* _Exercise instructions_: Word for word, repeat the data; no picture should appear in the result.

==============================

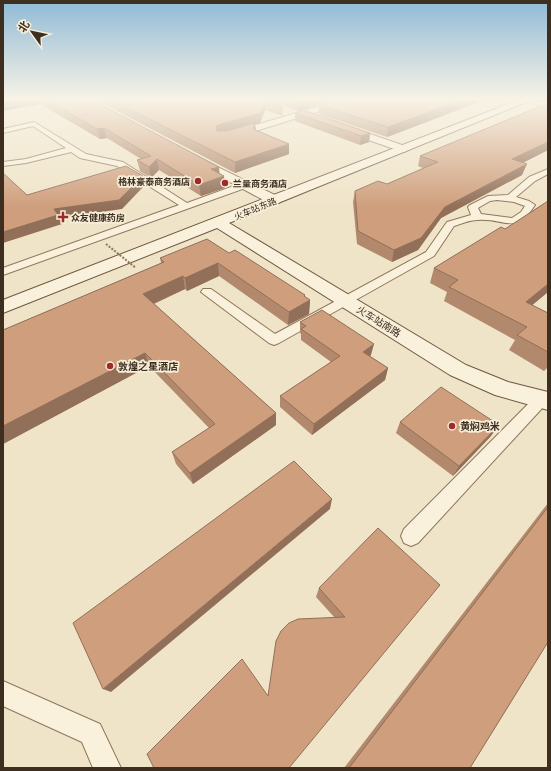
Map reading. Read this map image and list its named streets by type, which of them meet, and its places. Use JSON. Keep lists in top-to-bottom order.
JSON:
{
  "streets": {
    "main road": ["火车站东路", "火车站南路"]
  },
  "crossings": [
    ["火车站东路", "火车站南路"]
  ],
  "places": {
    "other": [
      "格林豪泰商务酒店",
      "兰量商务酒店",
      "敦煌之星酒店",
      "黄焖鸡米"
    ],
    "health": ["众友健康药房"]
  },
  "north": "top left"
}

==============================

* _Problem solution_:
Map reading. Read this map image and list its named streets by type, which of them meet, and its places. Use JSON. Keep lists in top-to-bottom order.
JSON:
{
  "streets": {
    "main road": ["火车站东路", "火车站南路"]
  },
  "crossings": [
    ["火车站东路", "火车站南路"]
  ],
  "places": {
    "other": [
      "格林豪泰商务酒店",
      "兰量商务酒店",
      "敦煌之星酒店",
      "黄焖鸡米"
    ],
    "health": ["众友健康药房"]
  },
  "north": "top left"
}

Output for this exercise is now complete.